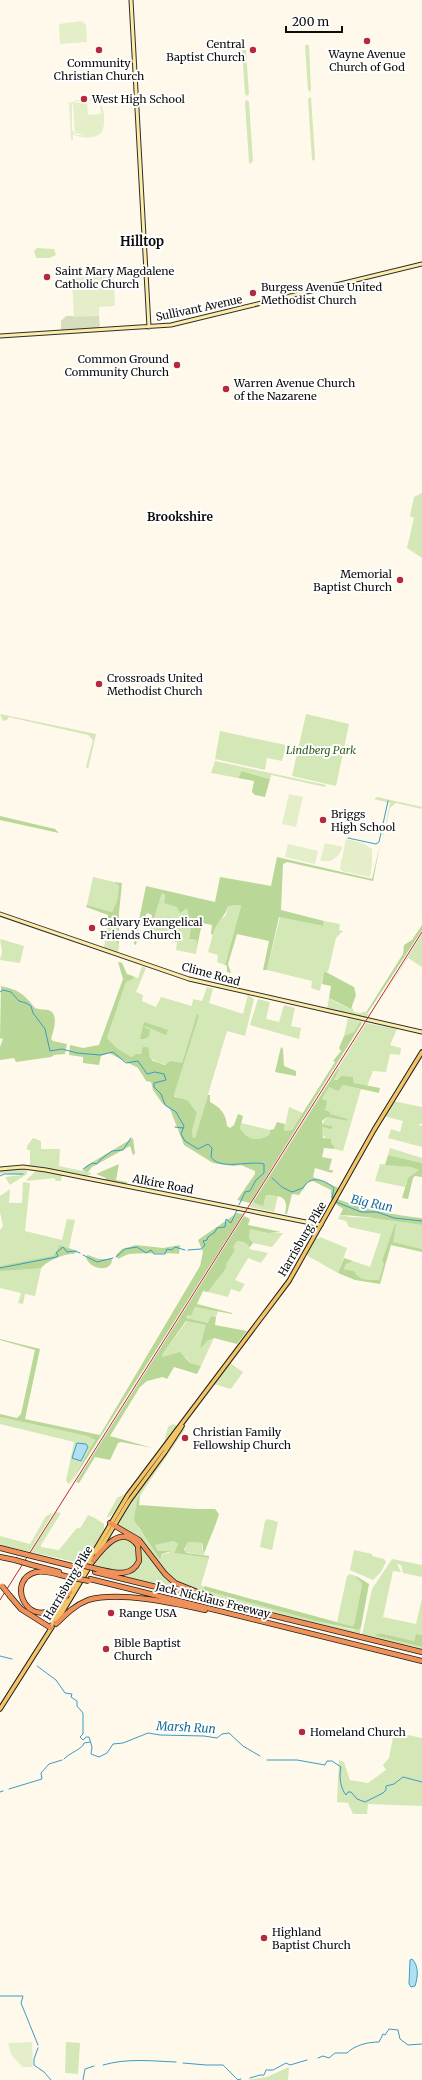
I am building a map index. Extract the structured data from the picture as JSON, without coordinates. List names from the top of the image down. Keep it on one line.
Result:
{"streets":{"highway":["Jack Nicklaus Freeway"],"main road":["Sullivant Avenue","Clime Road","Alkire Road","Harrisburg Pike"]},"crossings":[["Alkire Road","Harrisburg Pike"]],"districts":["Hilltop","Brookshire"],"water":["Big Run","Marsh Run"],"parks":["Lindberg Park"],"places":["Wayne Avenue Church of God","Community Christian Church","Central Baptist Church","West High School","Saint Mary Magdalene Catholic Church","Burgess Avenue United Methodist Church","Common Ground Community Church","Warren Avenue Church of the Nazarene","Memorial Baptist Church","Crossroads United Methodist Church","Briggs High School","Calvary Evangelical Friends Church","Christian Family Fellowship Church","Range USA","Bible Baptist Church","Homeland Church","Highland Baptist Church"],"scale_bar":"200 m"}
━━━━━━━━━━━━━━━━━━━━
What you give back must match the material above exactly, minus its pictures.

WRITTEN ANSWER >>
I am building a map index. Extract the structured data from the picture as JSON, without coordinates. List names from the top of the image down. Keep it on one line.
Result:
{"streets":{"highway":["Jack Nicklaus Freeway"],"main road":["Sullivant Avenue","Clime Road","Alkire Road","Harrisburg Pike"]},"crossings":[["Alkire Road","Harrisburg Pike"]],"districts":["Hilltop","Brookshire"],"water":["Big Run","Marsh Run"],"parks":["Lindberg Park"],"places":["Wayne Avenue Church of God","Community Christian Church","Central Baptist Church","West High School","Saint Mary Magdalene Catholic Church","Burgess Avenue United Methodist Church","Common Ground Community Church","Warren Avenue Church of the Nazarene","Memorial Baptist Church","Crossroads United Methodist Church","Briggs High School","Calvary Evangelical Friends Church","Christian Family Fellowship Church","Range USA","Bible Baptist Church","Homeland Church","Highland Baptist Church"],"scale_bar":"200 m"}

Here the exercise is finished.